5. Préchauffez le four à 170 °C (th. 5-6) en fonction chaleur tournante. Enfournez la pâte. Placez une grille dessus pour qu’elle ne lève pas trop. Faites cuire 20 minutes. Laissez tiédir la pâte à température ambiante. Saupoudrez de sucre glace. Faites caraméliser 2 à 3 minutes au four à 250 °C (th. 8-9).
6. Coupez la pâte encore chaude en trois longues bandes identiques. Parez le tour en éliminant les bords avec un couteau cranté.
7. Montez le mille-feuilles en intercalant les rectangles de feuilletage refroidis avec la crème déposées en boules. Terminez par un rectangle de feuilletage. Saupoudrez légèrement de sucre glace de façon à laisser la pâte caramélisée apparente.

Recettes Desserts Classiques-Baba au rhum


Baba au rhum

Préparation : 30 mn
Repos : 30 mn
Cuisson : 15 mn
Pour 8 personnes
Pour la pâte :
100 g de beurre + 25 g pour les moules
1 citron pour le zeste
250 g de farine
25 g de miel d’acacia
25 g de levure de boulanger
8 g de fleur de sel
1 cuillerée à café de vanille en poudre
8 œufs entiers
Pour le sirop :
1/2 citron pour le zeste
1/2 orange pour le zeste
1 gousse de vanille
1 litre d’eau
500 g de sucre en poudre
50 g de purée d’ananas
10 cl de rhum
Pour le nappage :
100 g de nappage d’abricot
10 cl de rhum
1. Préchauffez le four à 200 °C (th. 6-7).
2. Coupez le beurre en petits morceaux et laissez-le à température ambiante. Râpez le zeste du citron.
3. Préparez la pâte : dans la cuve d'un robot pétrisseur équipé de la feuille, mettez la farine, le miel, la levure émiettée, la fleur de sel, la vanille, le zeste de citron et 3 œufs. Faites tourner l'appareil à vitesse moyenne jusqu'à ce que la pâte se détache de la paroi de la cuve. Ajoutez alors 3 œufs et travaillez de même.

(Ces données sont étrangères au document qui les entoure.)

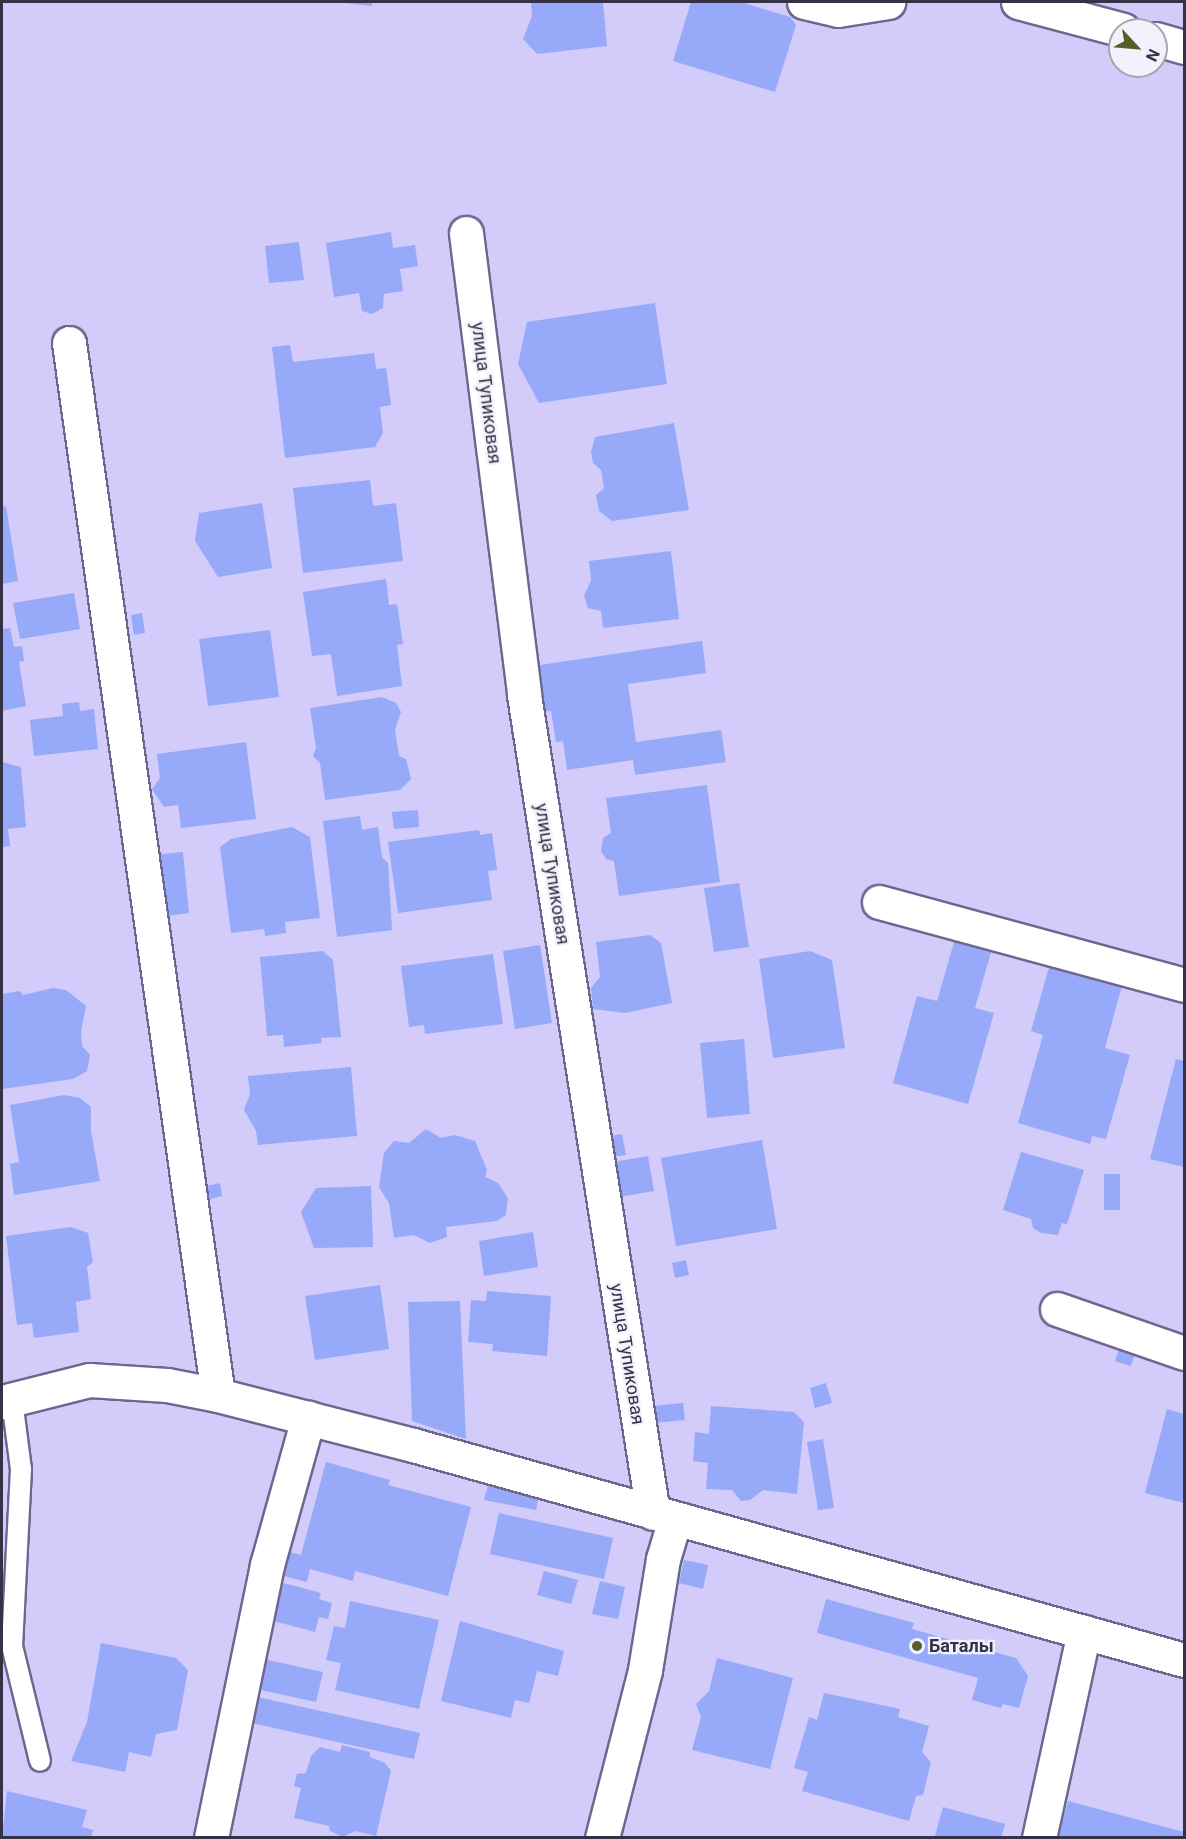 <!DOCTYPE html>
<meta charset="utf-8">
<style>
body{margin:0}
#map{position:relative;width:1186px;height:1839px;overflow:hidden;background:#d3cbfa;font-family:Roboto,sans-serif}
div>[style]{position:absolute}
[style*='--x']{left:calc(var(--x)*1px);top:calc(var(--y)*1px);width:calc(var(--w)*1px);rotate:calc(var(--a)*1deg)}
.building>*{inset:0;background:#97a9f9}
.roads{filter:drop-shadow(2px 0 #6f6690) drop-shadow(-2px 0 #6f6690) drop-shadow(0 2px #6f6690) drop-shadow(0 -2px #6f6690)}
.lane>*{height:20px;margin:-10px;padding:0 10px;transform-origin:10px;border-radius:10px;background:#fff}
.street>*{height:33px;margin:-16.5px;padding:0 16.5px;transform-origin:16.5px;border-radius:16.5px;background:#fff}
.dots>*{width:16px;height:16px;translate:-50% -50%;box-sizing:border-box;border:3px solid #f3f1fb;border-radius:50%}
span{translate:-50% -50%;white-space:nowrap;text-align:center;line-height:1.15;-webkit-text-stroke:4.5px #f3f1fb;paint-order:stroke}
.street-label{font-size:18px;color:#363245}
.poi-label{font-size:18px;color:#363245;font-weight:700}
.left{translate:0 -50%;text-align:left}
.frame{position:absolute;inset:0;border:3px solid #363245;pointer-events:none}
.north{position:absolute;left:1108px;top:18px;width:60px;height:60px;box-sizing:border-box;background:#f3f1fb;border:2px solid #a7a5b2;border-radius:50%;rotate:116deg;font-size:16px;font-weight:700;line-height:24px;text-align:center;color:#363245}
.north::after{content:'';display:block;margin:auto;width:21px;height:27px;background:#595d2b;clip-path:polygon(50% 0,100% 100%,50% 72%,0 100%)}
</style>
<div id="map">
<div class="building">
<i style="clip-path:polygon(336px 2px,372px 2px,372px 6px)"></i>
<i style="clip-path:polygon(531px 2px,603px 2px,607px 46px,537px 54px,523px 39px,532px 16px)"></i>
<i style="clip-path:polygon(691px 2px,741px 2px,790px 17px,796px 25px,775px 92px,673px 61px)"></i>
<i style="clip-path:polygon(391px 232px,393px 248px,415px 245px,418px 266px,400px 269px,403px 291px,384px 294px,383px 308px,372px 314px,362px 311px,359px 293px,334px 297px,326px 243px)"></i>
<i style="clip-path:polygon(299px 242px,304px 280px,269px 283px,265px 246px)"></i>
<i style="clip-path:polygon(655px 303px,667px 384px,539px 403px,518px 364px,527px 322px)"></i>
<i style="clip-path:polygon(290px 345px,293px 362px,374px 353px,376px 369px,386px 368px,391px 405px,380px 407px,383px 433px,375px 447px,285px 458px,272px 347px)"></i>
<i style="clip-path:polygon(674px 423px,689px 510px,612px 521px,599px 511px,596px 495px,604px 488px,601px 470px,593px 463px,591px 452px,595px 437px)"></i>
<i style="clip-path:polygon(370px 480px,373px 506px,396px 503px,403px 561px,303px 573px,293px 488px)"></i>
<i style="clip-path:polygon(262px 503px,272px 568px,218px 577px,195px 541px,199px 513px)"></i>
<i style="clip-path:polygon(6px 506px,18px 581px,2px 584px,2px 507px)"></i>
<i style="clip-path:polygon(671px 551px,679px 619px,603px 628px,601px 611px,588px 608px,584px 596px,591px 580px,589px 561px)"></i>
<i style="clip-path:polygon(386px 579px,389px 605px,397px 604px,403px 644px,397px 645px,402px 686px,337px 696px,331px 654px,312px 656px,303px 592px)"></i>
<i style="clip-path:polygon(74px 593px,80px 629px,20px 639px,13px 603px)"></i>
<i style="clip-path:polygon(142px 613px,145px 633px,134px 635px,131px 615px)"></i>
<i style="clip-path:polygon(10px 628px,14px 647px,22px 646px,24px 661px,19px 662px,26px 706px,2px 711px,2px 629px)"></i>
<i style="clip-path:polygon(270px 630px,279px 697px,208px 706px,199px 639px)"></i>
<i style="clip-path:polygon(702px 641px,706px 673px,628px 684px,636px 742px,721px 730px,726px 762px,635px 775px,633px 760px,567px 770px,563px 741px,556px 742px,551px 711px,539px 712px,533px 666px)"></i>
<i style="clip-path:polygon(382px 697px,396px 703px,401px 712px,395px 730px,399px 756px,406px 759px,411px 779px,400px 790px,325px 800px,320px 763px,313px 756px,316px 748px,310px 708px)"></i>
<i style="clip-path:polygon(79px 702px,80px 711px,94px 709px,98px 749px,34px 756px,30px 720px,63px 716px,62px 704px)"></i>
<i style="clip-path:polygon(246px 742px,256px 819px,181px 828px,178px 805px,164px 807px,152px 789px,160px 778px,157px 754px)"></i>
<i style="clip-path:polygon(2px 762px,21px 767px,26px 827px,8px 829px,10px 846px,2px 847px)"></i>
<i style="clip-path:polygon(707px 785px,720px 882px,619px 896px,614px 861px,606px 859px,601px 851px,603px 838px,611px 833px,606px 798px)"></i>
<i style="clip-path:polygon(418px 810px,419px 827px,394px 829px,392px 812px)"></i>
<i style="clip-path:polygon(360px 816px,362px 830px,378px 827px,382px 857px,388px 863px,392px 930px,337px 937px,323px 821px)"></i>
<i style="clip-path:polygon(292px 827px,310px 837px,320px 918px,285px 922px,286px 933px,265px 936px,264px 929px,231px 933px,220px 847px,231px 839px)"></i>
<i style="clip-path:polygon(479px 830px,480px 835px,492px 833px,497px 870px,488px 871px,492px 900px,398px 913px,388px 842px)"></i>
<i style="clip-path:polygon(183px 852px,189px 913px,159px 917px,152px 855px)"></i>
<i style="clip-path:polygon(739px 883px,749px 947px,714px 952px,704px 888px)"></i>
<i style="clip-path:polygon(650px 935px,661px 943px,672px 1003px,625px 1013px,593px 1009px,591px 988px,600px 977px,596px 942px)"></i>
<i style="clip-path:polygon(954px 942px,991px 952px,975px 1008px,994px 1013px,968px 1104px,893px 1083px,917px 996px,937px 1001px)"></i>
<i style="clip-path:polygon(540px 945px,552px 1023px,515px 1029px,503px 951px)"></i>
<i style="clip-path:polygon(323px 951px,333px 960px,341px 1037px,321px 1038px,322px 1043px,284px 1047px,283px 1035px,267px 1036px,260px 957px)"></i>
<i style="clip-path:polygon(810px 951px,832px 960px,845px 1048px,773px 1058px,759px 959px)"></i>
<i style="clip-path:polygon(493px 954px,503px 1024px,425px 1034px,424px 1025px,409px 1027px,401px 966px)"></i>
<i style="clip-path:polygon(1052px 957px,1124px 978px,1105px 1048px,1130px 1055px,1106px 1139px,1092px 1136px,1090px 1144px,1018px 1123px,1043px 1035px,1031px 1031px)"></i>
<i style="clip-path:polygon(53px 988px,66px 990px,86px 1006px,81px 1031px,82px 1046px,90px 1055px,87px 1071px,73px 1079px,2px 1089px,2px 994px,20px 991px,23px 995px)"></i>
<i style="clip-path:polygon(744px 1039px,750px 1114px,707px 1118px,700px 1043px)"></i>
<i style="clip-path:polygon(1176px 1059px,1184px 1061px,1184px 1167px,1150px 1159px)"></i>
<i style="clip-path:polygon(351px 1067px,357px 1136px,258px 1145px,256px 1131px,244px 1110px,250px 1094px,248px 1076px)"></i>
<i style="clip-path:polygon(64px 1095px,80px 1098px,91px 1107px,91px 1131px,100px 1181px,14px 1195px,10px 1164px,19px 1162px,10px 1105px)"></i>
<i style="clip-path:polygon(426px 1129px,441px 1138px,455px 1135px,475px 1141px,487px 1170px,485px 1177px,498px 1183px,508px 1198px,506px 1215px,497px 1221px,446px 1227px,447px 1237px,430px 1243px,414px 1235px,394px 1238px,389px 1203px,379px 1187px,384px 1153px,394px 1141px,409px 1143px)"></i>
<i style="clip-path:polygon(622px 1134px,626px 1155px,610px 1157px,606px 1137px)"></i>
<i style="clip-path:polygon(762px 1140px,777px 1229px,676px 1246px,661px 1158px)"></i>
<i style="clip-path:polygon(1021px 1152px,1084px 1170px,1067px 1224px,1062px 1223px,1058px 1235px,1041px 1233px,1033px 1228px,1031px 1219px,1003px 1210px)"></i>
<i style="clip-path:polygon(648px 1156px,654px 1191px,613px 1198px,608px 1163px)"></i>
<i style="clip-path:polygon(1104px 1174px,1120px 1174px,1120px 1210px,1104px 1210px)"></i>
<i style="clip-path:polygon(220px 1183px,222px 1196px,210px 1199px,207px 1186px)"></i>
<i style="clip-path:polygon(371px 1186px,373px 1247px,314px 1248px,301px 1212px,316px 1188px)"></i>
<i style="clip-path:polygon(71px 1227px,88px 1233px,93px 1262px,87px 1267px,91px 1299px,76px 1302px,79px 1332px,34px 1338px,32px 1323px,17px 1325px,6px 1236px)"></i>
<i style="clip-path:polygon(533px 1232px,538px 1267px,484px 1276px,479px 1241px)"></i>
<i style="clip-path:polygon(686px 1260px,689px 1275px,675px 1278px,672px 1263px)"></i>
<i style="clip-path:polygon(380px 1285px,389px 1349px,315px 1360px,305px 1296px)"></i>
<i style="clip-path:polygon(487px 1291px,551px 1296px,547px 1356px,492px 1351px,493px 1344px,468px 1342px,471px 1300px,486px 1301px)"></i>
<i style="clip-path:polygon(460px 1301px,466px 1439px,412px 1421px,408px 1302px)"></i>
<i style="clip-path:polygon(1120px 1346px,1136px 1351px,1131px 1366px,1115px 1361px)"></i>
<i style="clip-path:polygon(826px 1383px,832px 1403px,815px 1408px,810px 1388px)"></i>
<i style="clip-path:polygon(683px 1403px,685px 1420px,654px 1423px,652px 1406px)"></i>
<i style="clip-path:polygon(711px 1406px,794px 1412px,804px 1422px,797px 1494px,763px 1490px,750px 1500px,741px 1501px,732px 1490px,706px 1489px,708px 1463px,693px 1461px,695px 1432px,709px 1434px)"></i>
<i style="clip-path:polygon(1167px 1409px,1184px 1414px,1184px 1503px,1145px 1493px)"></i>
<i style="clip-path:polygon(823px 1439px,834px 1508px,818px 1510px,807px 1442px)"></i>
<i style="clip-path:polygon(326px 1462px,390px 1480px,388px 1485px,471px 1507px,448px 1596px,355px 1571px,353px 1581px,310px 1569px,307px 1582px,280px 1575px,286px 1551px,301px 1555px)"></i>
<i style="clip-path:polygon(488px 1486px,539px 1495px,536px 1510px,484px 1500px)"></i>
<i style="clip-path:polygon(499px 1513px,613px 1538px,604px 1579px,490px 1554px)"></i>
<i style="clip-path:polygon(684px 1560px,708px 1565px,703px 1589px,679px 1583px)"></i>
<i style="clip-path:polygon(544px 1571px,578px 1580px,571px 1604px,537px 1595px)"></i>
<i style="clip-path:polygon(276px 1581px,321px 1593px,319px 1599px,332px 1603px,328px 1619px,319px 1617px,315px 1632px,266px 1619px)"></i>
<i style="clip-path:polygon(600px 1581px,625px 1587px,618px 1619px,592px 1614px)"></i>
<i style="clip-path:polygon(826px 1599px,914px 1623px,912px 1629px,1016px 1658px,1028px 1676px,1019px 1708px,1003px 1704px,1001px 1708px,972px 1700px,978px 1678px,817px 1633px)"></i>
<i style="clip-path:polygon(350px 1601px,439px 1620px,419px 1709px,335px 1690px,341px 1663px,326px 1660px,334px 1626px,345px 1628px)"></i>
<i style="clip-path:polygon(460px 1621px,564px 1651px,558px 1676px,537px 1671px,529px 1703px,515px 1700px,511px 1718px,441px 1701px)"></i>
<i style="clip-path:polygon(101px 1643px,176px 1658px,188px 1670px,177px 1730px,156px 1734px,151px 1757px,129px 1752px,125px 1772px,71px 1761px,87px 1722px)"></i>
<i style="clip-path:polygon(259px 1658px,323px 1672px,316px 1702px,252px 1688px)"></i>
<i style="clip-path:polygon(717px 1658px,793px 1678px,770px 1769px,692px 1750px,701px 1717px,696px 1704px,709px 1691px)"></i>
<i style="clip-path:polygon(824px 1693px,900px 1709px,898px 1717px,929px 1726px,922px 1752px,931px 1762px,923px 1795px,916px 1796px,909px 1821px,802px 1791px,808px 1772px,794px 1768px,809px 1717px,817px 1720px)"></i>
<i style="clip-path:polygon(253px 1696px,420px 1733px,414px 1759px,247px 1722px)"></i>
<i style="clip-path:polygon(342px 1745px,370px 1752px,370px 1757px,385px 1763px,391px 1771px,376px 1836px,355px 1831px,343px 1837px,330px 1831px,329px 1826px,294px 1818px,301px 1788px,294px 1786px,297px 1774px,306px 1773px,311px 1756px,320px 1747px,340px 1752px)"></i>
<i style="clip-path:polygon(7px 1791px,87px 1810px,82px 1827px,93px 1830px,91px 1838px,2px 1838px)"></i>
<i style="clip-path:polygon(1068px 1801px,1184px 1832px,1184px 1838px,1058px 1838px)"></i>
<i style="clip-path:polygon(943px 1807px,1005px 1824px,1001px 1838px,935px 1836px)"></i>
</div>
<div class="roads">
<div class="lane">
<i style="--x:12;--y:1400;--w:70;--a:82.6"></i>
<i style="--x:21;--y:1469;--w:177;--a:92.9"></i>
<i style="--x:12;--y:1646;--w:118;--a:76.3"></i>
</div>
<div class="street">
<i style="--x:804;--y:2;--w:35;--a:13"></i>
<i style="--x:838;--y:10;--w:51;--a:-9.1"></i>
<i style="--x:1018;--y:2;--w:109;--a:14.9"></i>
<i style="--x:1156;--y:39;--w:29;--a:16"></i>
<i style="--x:466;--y:233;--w:466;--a:82.8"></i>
<i style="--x:524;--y:695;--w:828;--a:81.04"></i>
<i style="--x:69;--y:343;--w:1062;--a:81.94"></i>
<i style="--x:879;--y:902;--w:316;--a:15.2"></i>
<i style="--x:1057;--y:1309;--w:134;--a:19.1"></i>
<i style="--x:2;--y:1402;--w:90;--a:-14.2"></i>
<i style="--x:89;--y:1380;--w:78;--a:3.7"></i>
<i style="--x:167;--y:1385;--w:52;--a:11.1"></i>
<i style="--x:218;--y:1395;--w:201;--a:14.4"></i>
<i style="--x:413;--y:1445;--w:800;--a:15.58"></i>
<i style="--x:211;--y:1838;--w:279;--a:-78.4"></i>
<i style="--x:267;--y:1565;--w:153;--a:-74.4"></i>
<i style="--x:602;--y:1838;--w:173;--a:-75.6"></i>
<i style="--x:645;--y:1670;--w:112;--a:-80.8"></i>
<i style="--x:663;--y:1559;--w:42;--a:-73.3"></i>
<i style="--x:1039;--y:1838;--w:211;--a:-77.7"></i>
</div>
</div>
<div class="dots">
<i style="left:917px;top:1646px;background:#595d2b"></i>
</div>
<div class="street-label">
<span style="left:486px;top:393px;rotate:83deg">улица Тупиковая</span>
<span style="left:552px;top:874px;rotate:81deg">улица Тупиковая</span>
<span style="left:627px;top:1354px;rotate:81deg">улица Тупиковая</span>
</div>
<div class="poi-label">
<span class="left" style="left:929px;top:1646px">Баталы</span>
</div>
<div class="frame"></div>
<div class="north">N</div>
</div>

Lorsque la pâte se détache de nouveau de la paroi, ajoutez les 2 œufs restants et travaillez encore 10 minutes. Sans cesser de faire tourner l'appareil, ajoutez alors le beurre coupé en petits cubes. Quand la pâte est homogène ­ elle reste très liquide ­, versez-la dans un saladier et laissez-la lever pendant 30 minutes à température ambiante.
4. Faites cuire les babas 15 minutes.
5. Laissez-les refroidir, puis démoulez-les sur une grille. Laissez-les rassir un ou deux jours; ils s'imbiberont mieux du sirop.
6. Préparez le sirop : râpez les zestes de citron et d'orange, fendez et grattez la gousse de vanille. Faites bouillir ensemble l'eau, le sucre, les zestes, la vanille et la purée d'ananas. Après ébullition, ajoutez le rhum et arrêtez le feu. Laissez tiédir jusqu'à 60 °C.
7. Trempez un à un les babas dans le sirop. Pour vous assurer qu'ils sont bien imbibés, enfoncez-y la lame d'un couteau : elle ne doit rencontrer aucune résistance.
8. Préparez le nappage : faites bouillir dans une casserole le nappage abricot. Aspergez les babas de rhum puis, au pinceau, badigeonnez-les de nappage abricot bouillant.
9. Garnissez les babas de crème Chantilly nature ou parfumée à la cannelle ou au chocolat que vous piquerez, en saison, de fruits rouges entiers ou de fruits exotiques coupés en cubes.

Conseil
Cette recette se fait en deux temps : l'idéal est de laisser s'écouler 48 heures entre les deux étapes de la préparation. Vous pouvez servir ce baba avec une crème anglaise à la vanille et quelques framboises.
Cette préparation est plus facile à faire en utilisant un robot, mais vous pouvez aussi bien utiliser un fouet manuel.